Puppet 2.7 Switches From GPL to Apache 2.0
Vagueness in the law means that people are afraid to ship GPL’d software with their commercial software.
Luke is the founder and CEO of Puppet Labs and the founder of the Puppet project. He helped kickstart the devops movement by preaching Infrastructure as Code, and he believes that computers should be used, not managed. He is married to a scientist and has identical twin daughters.
With Puppet 2.7, Puppet Labs announced they would be switching from the GPL to the Apache 2.0 license, to encourage a more widespread adoption of the Puppet systems management platform. In this interview, JAXenter speaks to Luke Kanies, CEO and a founder of Puppet Labs, on the decision to make this licensing change, and what else is new in the 2.7 release.
JAXenter: You recently announced that Puppet 2.7 will move to the Apache 2.0 license, in an attempt to increase adoption of Puppet. Why do you think some companies are uncomfortable with the GPL?
Luke Kanies: I think a lot of it has to do with how untested all of the open source licenses are under law – the definition of ‘linking’, which the GPL uses, is not at all tested, for instance, especially in the world of dynamic languages where we live. This means that a company literally can’t know if it’s in compliance, because the definition of compliance has not yet been tested under law.
If the law were clear, then any company could easily know if they were in compliance, but because it’s not, they have to make decisions based on fear, rather than on clear legal and rational decisions.
This vagueness in the law means that people are afraid to ship GPL’d software with their commercial software because they often don’t know if that triggers a requirement that their software also be open sourced. Open source works great for some companies and products, but not for all, and with the uncertain law, people prefer simpler decisions.
JAXenter: Why do you believe the Apache 2.0 license is more appealing to certain companies?
Luke: Essentially for the reasons stated above – it’s far lower risk to an organization, because there’s no chance it will result in them having to open source any of their own software, and it’s essentially impossible to be out of compliance with the license.
JAXenter: Can you tell us about Puppet Faces, which is now included as part of Puppet 2.7x?
Luke: Faces is two things – a framework for exposing, extending, and combining Puppet’s internal API in Ruby and on the CLI, and a large collection of faces that do this for all of the core aspects of the system.
It’s really about making it easy to build custom logic on top of Puppet capabilities. It’s always been easy to run Puppet in a couple of different modes, such as client/server and serverless, but Faces make it possible to create whole new modes that work particularly for your organization. Different groups have different constraints, such as compliance requirements, DMZs, and very slow WAN links, all of which can affect the Puppet architecture they need to implement.
Faces gives them the flexibility to build their own architecture if needed, and if not, you get the same functionality we’ve had all along, but in a more easily understood form because it’s all built on top of this simple API.
JAXenter: What else is new in Puppet 2.7?

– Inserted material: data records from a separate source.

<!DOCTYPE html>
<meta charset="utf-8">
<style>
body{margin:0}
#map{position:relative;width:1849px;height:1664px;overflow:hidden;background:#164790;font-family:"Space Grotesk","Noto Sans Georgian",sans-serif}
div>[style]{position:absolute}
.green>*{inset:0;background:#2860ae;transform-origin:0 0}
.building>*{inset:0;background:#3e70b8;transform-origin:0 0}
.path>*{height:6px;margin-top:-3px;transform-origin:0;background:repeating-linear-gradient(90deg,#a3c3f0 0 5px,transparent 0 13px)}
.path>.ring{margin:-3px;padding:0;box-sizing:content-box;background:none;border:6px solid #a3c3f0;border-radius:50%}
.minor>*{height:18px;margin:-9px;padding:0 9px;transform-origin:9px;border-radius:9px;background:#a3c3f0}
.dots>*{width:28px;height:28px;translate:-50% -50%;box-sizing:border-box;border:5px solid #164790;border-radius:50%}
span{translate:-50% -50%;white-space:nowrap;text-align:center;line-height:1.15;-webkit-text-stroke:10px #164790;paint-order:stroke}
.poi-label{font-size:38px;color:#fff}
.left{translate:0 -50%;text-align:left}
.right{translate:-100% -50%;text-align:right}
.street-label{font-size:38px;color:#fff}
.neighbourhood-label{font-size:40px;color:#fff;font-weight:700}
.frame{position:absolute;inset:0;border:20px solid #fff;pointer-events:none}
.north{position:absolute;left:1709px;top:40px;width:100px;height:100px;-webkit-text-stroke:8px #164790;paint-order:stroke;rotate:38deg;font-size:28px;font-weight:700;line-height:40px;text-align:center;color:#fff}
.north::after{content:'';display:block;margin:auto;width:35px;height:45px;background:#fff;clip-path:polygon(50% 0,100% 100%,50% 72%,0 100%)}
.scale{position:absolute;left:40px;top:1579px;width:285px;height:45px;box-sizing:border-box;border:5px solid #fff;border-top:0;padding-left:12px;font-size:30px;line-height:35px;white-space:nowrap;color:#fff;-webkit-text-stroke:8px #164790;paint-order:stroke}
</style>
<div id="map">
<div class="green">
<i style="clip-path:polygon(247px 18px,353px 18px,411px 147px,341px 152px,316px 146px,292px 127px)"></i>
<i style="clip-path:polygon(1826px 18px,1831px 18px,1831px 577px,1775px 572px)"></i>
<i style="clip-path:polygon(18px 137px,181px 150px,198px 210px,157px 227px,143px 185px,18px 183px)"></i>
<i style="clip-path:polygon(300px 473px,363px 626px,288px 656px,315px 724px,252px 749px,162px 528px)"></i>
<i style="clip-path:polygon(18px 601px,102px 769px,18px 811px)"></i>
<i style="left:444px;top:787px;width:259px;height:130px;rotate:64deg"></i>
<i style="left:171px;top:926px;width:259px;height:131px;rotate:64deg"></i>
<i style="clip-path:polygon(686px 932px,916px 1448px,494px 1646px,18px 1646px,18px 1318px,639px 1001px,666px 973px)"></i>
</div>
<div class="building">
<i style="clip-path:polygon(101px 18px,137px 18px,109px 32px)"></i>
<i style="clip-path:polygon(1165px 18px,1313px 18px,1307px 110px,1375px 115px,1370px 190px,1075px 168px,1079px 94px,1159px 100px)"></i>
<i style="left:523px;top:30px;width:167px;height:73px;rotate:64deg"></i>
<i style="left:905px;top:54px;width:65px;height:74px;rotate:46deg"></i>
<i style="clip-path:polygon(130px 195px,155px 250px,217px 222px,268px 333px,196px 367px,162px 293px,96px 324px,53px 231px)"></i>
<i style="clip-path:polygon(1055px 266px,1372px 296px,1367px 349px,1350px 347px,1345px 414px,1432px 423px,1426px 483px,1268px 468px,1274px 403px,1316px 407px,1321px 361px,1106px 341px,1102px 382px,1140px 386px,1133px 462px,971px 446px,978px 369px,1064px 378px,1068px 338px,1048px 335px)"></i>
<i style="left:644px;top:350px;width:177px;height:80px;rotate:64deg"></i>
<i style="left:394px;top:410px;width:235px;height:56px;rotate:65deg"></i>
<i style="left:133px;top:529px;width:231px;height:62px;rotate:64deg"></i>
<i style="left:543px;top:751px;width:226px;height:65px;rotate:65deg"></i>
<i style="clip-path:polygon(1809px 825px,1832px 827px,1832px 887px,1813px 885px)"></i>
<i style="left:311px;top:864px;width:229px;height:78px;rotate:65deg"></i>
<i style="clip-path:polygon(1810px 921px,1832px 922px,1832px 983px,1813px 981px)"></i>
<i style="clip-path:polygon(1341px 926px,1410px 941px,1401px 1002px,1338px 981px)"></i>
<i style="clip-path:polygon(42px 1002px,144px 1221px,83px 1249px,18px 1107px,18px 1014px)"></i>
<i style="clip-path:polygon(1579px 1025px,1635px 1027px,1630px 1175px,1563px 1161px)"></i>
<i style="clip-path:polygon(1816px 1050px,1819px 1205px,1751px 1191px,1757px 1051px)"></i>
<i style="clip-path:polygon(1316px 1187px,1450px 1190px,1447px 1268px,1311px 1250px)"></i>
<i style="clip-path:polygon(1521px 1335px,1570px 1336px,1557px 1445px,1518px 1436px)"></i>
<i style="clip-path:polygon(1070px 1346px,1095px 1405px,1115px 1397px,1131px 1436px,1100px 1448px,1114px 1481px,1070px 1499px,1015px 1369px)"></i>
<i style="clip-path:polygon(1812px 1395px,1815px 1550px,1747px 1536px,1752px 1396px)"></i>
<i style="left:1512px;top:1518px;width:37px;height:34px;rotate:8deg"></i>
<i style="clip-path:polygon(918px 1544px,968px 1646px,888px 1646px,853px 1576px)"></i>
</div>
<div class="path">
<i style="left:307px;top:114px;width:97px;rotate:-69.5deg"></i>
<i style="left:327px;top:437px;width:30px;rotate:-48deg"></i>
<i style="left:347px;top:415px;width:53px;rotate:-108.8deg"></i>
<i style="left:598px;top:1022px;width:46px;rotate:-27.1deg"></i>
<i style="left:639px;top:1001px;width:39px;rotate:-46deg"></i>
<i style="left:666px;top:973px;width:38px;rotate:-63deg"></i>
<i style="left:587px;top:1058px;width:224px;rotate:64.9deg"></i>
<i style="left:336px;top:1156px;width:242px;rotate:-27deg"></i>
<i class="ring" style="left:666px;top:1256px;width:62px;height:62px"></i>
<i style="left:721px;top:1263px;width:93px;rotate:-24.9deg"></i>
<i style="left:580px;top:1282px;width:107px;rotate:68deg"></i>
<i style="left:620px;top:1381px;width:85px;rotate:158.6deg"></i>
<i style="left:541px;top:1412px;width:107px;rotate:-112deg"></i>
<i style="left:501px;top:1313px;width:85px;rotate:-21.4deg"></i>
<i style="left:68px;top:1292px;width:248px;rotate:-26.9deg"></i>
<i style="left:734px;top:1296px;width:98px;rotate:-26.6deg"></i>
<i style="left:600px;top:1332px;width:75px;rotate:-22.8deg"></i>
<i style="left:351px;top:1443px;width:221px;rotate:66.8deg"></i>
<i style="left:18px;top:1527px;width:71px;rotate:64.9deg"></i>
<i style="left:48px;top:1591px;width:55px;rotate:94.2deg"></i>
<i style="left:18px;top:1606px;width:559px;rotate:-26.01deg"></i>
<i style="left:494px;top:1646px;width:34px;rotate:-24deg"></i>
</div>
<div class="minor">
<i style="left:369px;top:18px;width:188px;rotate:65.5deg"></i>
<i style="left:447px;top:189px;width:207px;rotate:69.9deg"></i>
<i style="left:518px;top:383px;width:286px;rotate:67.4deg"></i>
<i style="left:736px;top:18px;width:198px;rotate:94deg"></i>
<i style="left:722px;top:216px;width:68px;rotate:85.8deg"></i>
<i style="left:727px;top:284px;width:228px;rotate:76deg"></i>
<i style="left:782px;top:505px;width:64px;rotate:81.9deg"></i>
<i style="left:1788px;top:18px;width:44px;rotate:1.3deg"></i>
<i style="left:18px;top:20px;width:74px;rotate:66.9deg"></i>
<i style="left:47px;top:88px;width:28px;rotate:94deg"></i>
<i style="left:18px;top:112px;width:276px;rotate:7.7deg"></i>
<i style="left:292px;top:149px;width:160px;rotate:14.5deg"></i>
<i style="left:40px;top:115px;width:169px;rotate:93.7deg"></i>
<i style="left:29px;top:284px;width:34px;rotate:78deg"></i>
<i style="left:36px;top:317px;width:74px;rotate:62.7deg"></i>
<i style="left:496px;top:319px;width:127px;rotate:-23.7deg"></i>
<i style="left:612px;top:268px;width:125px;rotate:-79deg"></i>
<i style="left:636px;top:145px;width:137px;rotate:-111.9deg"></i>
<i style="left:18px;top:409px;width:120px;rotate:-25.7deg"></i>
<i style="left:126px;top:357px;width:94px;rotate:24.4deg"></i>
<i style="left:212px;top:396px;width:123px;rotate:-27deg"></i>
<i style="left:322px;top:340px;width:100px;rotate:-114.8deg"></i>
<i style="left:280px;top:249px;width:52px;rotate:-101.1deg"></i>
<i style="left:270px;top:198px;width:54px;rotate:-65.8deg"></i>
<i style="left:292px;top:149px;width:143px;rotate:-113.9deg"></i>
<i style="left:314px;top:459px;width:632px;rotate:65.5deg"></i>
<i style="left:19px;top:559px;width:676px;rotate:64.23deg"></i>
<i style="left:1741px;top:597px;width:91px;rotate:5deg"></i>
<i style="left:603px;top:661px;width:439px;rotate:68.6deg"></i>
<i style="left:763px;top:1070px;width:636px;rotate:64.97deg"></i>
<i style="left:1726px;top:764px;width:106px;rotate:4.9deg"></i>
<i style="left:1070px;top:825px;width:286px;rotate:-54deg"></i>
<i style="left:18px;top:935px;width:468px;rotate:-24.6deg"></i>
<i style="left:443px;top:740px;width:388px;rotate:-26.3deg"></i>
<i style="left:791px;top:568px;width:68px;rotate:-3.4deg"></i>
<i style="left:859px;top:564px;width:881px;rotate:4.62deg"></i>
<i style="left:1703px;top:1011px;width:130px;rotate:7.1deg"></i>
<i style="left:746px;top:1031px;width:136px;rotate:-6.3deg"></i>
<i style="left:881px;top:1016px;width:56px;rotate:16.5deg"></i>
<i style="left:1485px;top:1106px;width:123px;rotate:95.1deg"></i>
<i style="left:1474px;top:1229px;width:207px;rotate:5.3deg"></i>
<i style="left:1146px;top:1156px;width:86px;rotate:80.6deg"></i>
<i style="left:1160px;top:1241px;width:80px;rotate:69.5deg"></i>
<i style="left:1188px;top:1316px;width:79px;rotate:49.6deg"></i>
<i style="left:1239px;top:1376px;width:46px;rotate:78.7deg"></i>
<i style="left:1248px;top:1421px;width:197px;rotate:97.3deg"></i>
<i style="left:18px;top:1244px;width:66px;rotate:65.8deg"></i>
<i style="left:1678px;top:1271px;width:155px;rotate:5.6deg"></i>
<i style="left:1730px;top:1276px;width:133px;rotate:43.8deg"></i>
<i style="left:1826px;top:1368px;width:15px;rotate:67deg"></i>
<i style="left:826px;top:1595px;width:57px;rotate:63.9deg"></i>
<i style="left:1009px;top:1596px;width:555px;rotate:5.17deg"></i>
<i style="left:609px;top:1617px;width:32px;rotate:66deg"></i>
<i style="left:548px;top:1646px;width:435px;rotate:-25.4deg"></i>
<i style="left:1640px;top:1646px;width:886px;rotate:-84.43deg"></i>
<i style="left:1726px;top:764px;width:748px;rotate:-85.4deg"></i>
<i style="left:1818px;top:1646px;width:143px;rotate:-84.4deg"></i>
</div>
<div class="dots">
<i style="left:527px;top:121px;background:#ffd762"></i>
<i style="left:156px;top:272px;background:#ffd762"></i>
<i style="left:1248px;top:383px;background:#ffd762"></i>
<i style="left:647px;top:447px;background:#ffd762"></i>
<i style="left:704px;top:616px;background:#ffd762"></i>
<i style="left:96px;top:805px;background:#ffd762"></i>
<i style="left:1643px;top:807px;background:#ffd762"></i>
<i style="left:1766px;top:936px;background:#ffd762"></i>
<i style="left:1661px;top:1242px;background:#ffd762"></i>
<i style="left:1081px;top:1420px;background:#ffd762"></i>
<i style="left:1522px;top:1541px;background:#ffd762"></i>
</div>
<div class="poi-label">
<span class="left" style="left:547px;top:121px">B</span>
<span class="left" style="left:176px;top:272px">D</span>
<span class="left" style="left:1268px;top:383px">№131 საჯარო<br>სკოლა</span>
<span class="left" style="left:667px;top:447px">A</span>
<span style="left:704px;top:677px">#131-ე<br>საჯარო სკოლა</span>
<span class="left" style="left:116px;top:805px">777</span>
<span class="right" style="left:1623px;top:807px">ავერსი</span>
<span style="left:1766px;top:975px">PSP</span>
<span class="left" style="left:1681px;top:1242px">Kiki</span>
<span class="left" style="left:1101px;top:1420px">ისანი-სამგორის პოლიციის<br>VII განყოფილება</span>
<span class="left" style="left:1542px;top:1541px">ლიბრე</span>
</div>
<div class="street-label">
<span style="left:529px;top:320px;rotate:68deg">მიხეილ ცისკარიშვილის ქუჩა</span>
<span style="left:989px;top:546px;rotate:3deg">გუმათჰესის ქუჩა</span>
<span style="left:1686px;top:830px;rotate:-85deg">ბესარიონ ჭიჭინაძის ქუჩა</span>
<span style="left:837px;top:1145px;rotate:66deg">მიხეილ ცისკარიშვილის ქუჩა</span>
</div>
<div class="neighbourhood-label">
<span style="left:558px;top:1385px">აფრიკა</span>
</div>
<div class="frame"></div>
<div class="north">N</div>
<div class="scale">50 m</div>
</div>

Luke Kanies: Other than Faces and the license change, 2.7 had a lot of internal work done in preparation for big features in our next release, but we’ve also included some other significant features. For instance, Puppet can now manage network devices. The version in 2.7 only supports Cisco devices, but given how extensible Puppet is, we expect to see many other device types supported soon. We’re also now fully compatible with Ruby 1.9.2, which should make a big difference in speed to many people.